At a rally this morning at Wofford College in Spartanburg, South Carolina, Mitt Romney deployed an unusual line in his stump speech. “I feel under attack” by Obama’s policies, said Romney, referencing the administration's policies on business.
When you consider that Romney has already defined himself as a callous Wall Street mogul, I’m not sure that it’s wise for him to identify with business, as he does in the quote. What’s more, Romney’s overall contention—that Obama has been terrible for business—just isn't true. As Time’s Michael Sivy notes, money has been rolling in for business during the president’s term:
In fact, corporate profits are now at a peak in dollar terms and close to an all-time high as a percentage of GDP. Overall, profits have more than doubled since 2000, while stock prices are actually lower than they were 12 years ago. What that means is that lots of great stocks are now cheap by historical standards.

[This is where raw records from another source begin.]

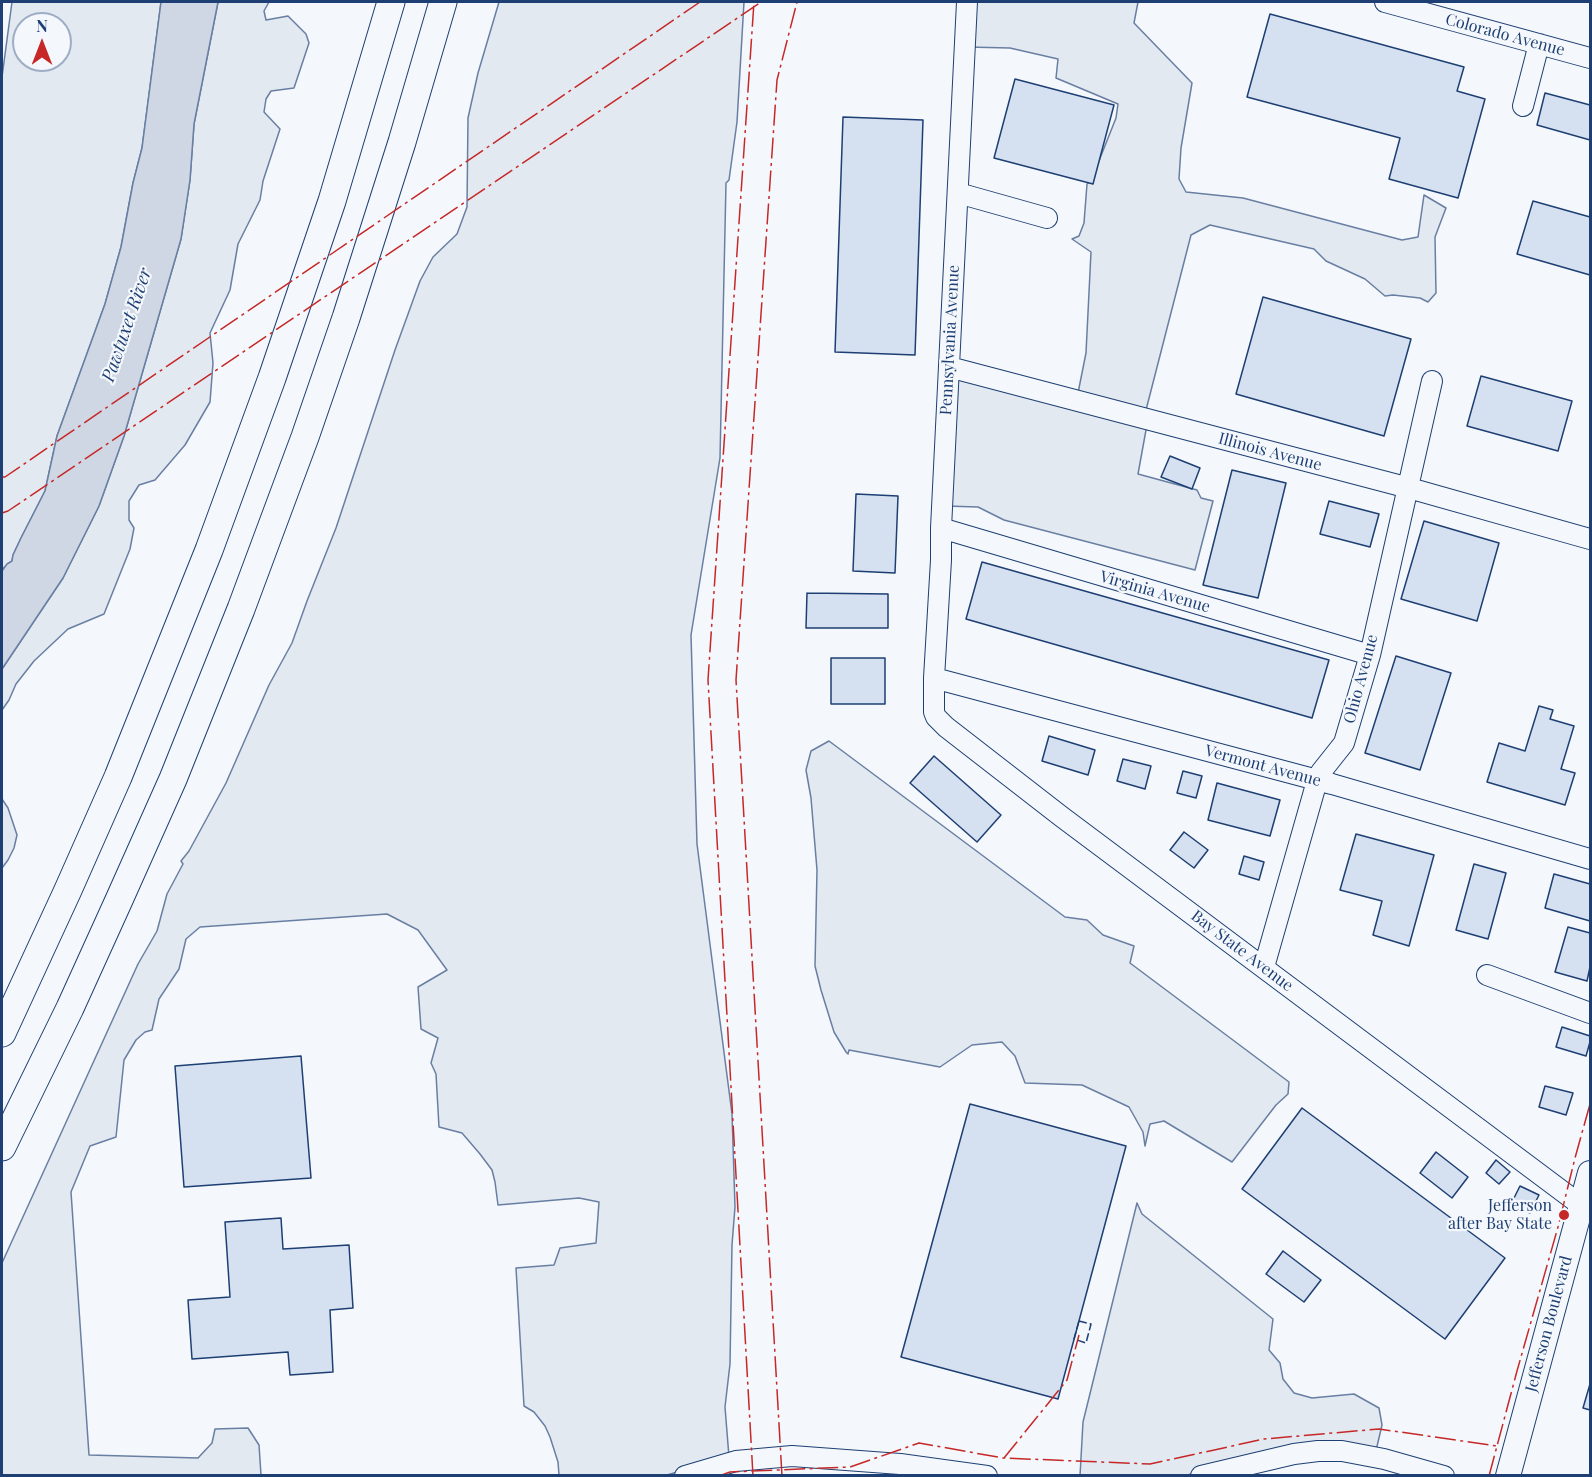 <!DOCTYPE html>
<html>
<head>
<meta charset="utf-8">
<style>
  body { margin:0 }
  #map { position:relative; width:1592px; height:1477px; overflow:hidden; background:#f4f7fb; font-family:"Playfair Display",serif }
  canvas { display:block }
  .frame { position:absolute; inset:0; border:3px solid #1d3f73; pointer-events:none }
  .north { position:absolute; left:12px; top:12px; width:60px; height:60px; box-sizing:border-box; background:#f4f7fb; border:2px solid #9eadc5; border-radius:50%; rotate:0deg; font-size:16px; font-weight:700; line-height:24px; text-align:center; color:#1d3f73 }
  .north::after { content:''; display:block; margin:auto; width:21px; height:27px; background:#c62828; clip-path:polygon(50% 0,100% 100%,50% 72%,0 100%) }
</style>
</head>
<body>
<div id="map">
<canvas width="1592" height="1477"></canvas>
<div class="frame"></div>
<div class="north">N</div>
</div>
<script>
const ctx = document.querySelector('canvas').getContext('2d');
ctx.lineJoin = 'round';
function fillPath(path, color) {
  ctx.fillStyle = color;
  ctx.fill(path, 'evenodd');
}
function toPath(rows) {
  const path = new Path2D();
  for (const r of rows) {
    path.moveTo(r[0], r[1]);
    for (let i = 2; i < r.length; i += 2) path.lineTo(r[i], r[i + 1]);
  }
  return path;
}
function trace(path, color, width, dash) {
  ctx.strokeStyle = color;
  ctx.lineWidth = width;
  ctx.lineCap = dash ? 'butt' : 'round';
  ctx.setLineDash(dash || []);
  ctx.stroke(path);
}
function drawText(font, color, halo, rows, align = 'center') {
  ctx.font = font + ' "Playfair Display",serif';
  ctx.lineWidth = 4.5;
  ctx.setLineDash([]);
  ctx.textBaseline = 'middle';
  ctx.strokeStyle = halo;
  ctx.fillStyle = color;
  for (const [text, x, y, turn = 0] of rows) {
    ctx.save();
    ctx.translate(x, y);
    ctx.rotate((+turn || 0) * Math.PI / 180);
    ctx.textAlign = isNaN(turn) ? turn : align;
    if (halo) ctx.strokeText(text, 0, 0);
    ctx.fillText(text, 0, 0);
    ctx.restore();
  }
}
const green = toPath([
  [12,2,161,2,142,148,133,183,121,247,105,304,57,436,45,491,21,538,13,555,12,561,2,569,2,571,2,77,12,2],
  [24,24,60,24,60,60,24,60,24,24],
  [218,2,269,2,264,11,266,20,288,16,306,34,309,43,294,88,271,91,266,99,264,112,280,129,263,181,260,200,238,244,230,290,210,333,213,363,210,402,185,445,155,480,139,485,129,501,129,520,134,528,130,549,104,614,68,629,34,661,16,684,9,700,2,710,2,669,63,578,99,506,124,436,181,239,190,180,194,124,218,2],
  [499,2,744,2,737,122,729,180,726,183,720,458,691,635,697,844,732,1114,735,1207,732,1245,730,1364,725,1407,729,1457,667,1475,559,1475,558,1462,550,1437,545,1426,534,1412,524,1406,516,1268,554,1265,560,1248,596,1243,599,1202,579,1198,498,1205,495,1182,492,1170,480,1154,462,1133,439,1127,436,1074,431,1063,438,1038,421,1029,418,987,447,970,418,930,387,914,200,927,186,939,179,969,159,999,152,1030,145,1032,136,1040,124,1060,116,1137,90,1146,71,1192,89,1455,198,1458,212,1443,215,1429,248,1428,259,1445,261,1475,2,1476,2,1263,138,964,157,931,167,894,183,864,181,861,189,851,226,783,269,685,292,643,307,601,336,528,395,350,420,281,433,257,457,234,467,207,468,118,478,73,499,2],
  [967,2,1138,2,1134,23,1192,83,1181,148,1179,179,1186,192,1243,198,1402,240,1418,237,1424,195,1446,208,1435,237,1436,293,1428,302,1420,298,1393,295,1385,296,1365,279,1326,261,1314,249,1210,225,1191,235,1146,410,1148,419,1138,474,1197,490,1201,498,1213,501,1195,570,1004,520,978,507,946,506,950,370,1077,398,1086,353,1091,252,1072,239,1079,236,1084,223,1087,184,1091,181,1116,118,1118,104,1056,78,1058,59,1010,48,967,47,967,2],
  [829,741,1065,917,1087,920,1103,935,1134,946,1130,963,1289,1082,1288,1094,1276,1105,1232,1162,1164,1121,1150,1124,1145,1146,1143,1132,1129,1107,1082,1085,1025,1083,1015,1056,1002,1042,972,1045,940,1067,849,1050,848,1054,846,1052,834,1032,821,990,815,966,817,870,811,798,806,770,811,751,829,741],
  [2,799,8,808,17,835,14,848,8,860,2,868,2,799],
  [1137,1203,1142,1214,1273,1319,1269,1350,1280,1363,1283,1379,1294,1393,1312,1398,1354,1394,1379,1408,1382,1425,1375,1455,1297,1451,1187,1475,1080,1476,1083,1422,1137,1203]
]);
fillPath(green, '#e3e9f0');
trace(green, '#687fa3', 1.5);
const water = toPath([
  [161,2,218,2,194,124,190,180,181,239,124,436,99,506,63,578,2,669,2,571,7,564,12,561,13,555,21,538,45,491,57,436,105,304,121,247,133,183,142,148,161,2]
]);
fillPath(water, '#cfd7e4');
trace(water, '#687fa3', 1.5);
const building = toPath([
  [1270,14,1464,67,1457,91,1485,99,1458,198,1389,179,1400,138,1247,97,1270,14],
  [1015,79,1114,105,1093,184,994,158,1015,79],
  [1545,93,1590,105,1590,140,1537,125,1545,93],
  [843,117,923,120,915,355,835,352,843,117],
  [1533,201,1590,217,1590,275,1517,254,1533,201],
  [1263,297,1411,339,1384,436,1236,394,1263,297],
  [1481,376,1572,401,1558,451,1467,426,1481,376],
  [1170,456,1200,468,1192,489,1161,477,1170,456],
  [1232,470,1286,483,1258,598,1203,585,1232,470],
  [856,494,898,496,895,573,853,571,856,494],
  [1329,501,1379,514,1370,547,1320,534,1329,501],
  [1424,521,1499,543,1477,621,1401,599,1424,521],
  [982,562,1329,660,1312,718,966,619,982,562],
  [807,593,888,594,888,628,806,628,807,593],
  [1396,656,1451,673,1420,770,1365,753,1396,656],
  [831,658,885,658,885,704,831,704,831,658],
  [1539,706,1553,710,1550,719,1574,726,1561,769,1575,773,1565,805,1487,782,1499,743,1525,751,1539,706],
  [1049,736,1095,750,1088,775,1042,761,1049,736],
  [934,756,1001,815,977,842,910,783,934,756],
  [1123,759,1151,766,1145,789,1117,781,1123,759],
  [1183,771,1202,776,1196,798,1177,793,1183,771],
  [1217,783,1280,800,1270,836,1208,820,1217,783],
  [1184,832,1208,850,1194,868,1170,850,1184,832],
  [1356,834,1434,855,1409,946,1373,935,1382,901,1340,890,1356,834],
  [1244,856,1264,862,1259,880,1239,874,1244,856],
  [1474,864,1506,873,1488,939,1456,930,1474,864],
  [1554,874,1590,884,1590,921,1545,908,1554,874],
  [1568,927,1590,933,1590,967,1587,981,1555,972,1568,927],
  [1562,1027,1590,1036,1590,1042,1586,1056,1556,1047,1562,1027],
  [301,1056,311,1178,184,1187,175,1066,301,1056],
  [1545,1086,1573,1093,1566,1115,1539,1107,1545,1086],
  [970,1104,1126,1146,1058,1399,901,1357,970,1104],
  [1302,1108,1505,1258,1445,1339,1242,1189,1302,1108],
  [1436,1152,1468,1177,1452,1198,1420,1173,1436,1152],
  [1496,1160,1510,1172,1499,1184,1486,1173,1496,1160],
  [1520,1186,1539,1195,1530,1213,1511,1204,1520,1186],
  [281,1218,283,1249,349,1245,353,1308,330,1310,333,1372,290,1375,288,1352,192,1359,188,1300,230,1297,225,1222,281,1218],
  [1283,1251,1321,1280,1304,1302,1266,1274,1283,1251],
  [1590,1384,1590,1410,1583,1408,1590,1384]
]);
fillPath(building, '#d5e0f0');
trace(building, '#1d3f73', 1.5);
const minor = toPath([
  [967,2,941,528,941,560,934,678,934,712,936,717,946,727,1062,817,1582,1206],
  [1385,2,1590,58],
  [1523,106,1539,44],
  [958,193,1047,218],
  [949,367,1409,488,1590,539],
  [941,528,1370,655],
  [934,678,1332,784,1590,859],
  [1264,967,1317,781,1321,772,1344,743,1370,655,1432,381],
  [1487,975,1590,1013],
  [685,1476,736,1461,792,1456,900,1464,987,1476],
  [1201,1476,1294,1454,1318,1451,1342,1451,1384,1459,1444,1476]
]);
const major = toPath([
  [1508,1476,1590,1173]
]);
const highway = toPath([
  [2,1033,68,890,118,777,209,550,272,378,332,201,391,2],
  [2,1147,70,1008,119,900,173,779,241,609,305,437,346,318,402,142,443,2]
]);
trace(minor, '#1d3f73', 22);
trace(major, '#1d3f73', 26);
trace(highway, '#1d3f73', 29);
trace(minor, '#f4f7fb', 20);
trace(major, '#f4f7fb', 24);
trace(highway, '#f4f7fb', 27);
trace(toPath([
  [1079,1321,1091,1324,1086,1343,1074,1339,1079,1321]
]), '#1d3f73', 1.5, [8, 3]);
trace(toPath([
  [2,477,5,477,700,2],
  [2,513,8,511,761,2],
  [1004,1458,1067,1380,1079,1335],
  [719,1476,730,1472,850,1467,919,1443,1003,1458,1150,1464,1264,1439,1379,1429,1497,1446],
  [753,1476,708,680,754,2],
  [782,1476,736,680,777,80,797,2],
  [1489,1476,1517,1371,1558,1227,1575,1158,1590,1104]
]), '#c62828', 1.5, [21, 4.5, 3, 4.5]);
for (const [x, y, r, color] of [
  [1564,1215,6,"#c62828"]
]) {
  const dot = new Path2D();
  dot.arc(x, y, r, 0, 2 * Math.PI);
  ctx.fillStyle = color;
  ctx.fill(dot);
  trace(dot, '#f4f7fb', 2);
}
drawText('16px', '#1d3f73', '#f4f7fb', [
  ["Colorado Avenue",1505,35,15],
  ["Pennsylvania Avenue",950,340,-87],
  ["Illinois Avenue",1270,452,15],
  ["Virginia Avenue",1155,592,16],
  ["Ohio Avenue",1361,679,-75],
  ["Vermont Avenue",1263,766,15],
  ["Bay State Avenue",1242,951,37],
  ["Jefferson Boulevard",1549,1324,-75]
]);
drawText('16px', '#1d3f73', '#f4f7fb', [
  ["Jefferson",1552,1206],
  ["after Bay State",1552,1224]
], 'right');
drawText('italic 18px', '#1d3f73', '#f4f7fb', [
  ["Pawtuxet River",127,325,-71]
]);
</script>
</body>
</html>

As long as this doesn’t penetrate the broader consciousness, Romney can attack Obama as bad for business for as long as he likes. But if the administration responds with an account of how business has flourished during the administration’s term, and it takes hold, then he’s closed an avenue of attack for the former Massachusetts governor. Indeed, this gets to the major weakness of Romney’s campaign: It depends on a weak economy. If the economy shows modest improvement between now and the election, then Romney’s rationale for this candidacy—I will fix the economy—dissipates entirely.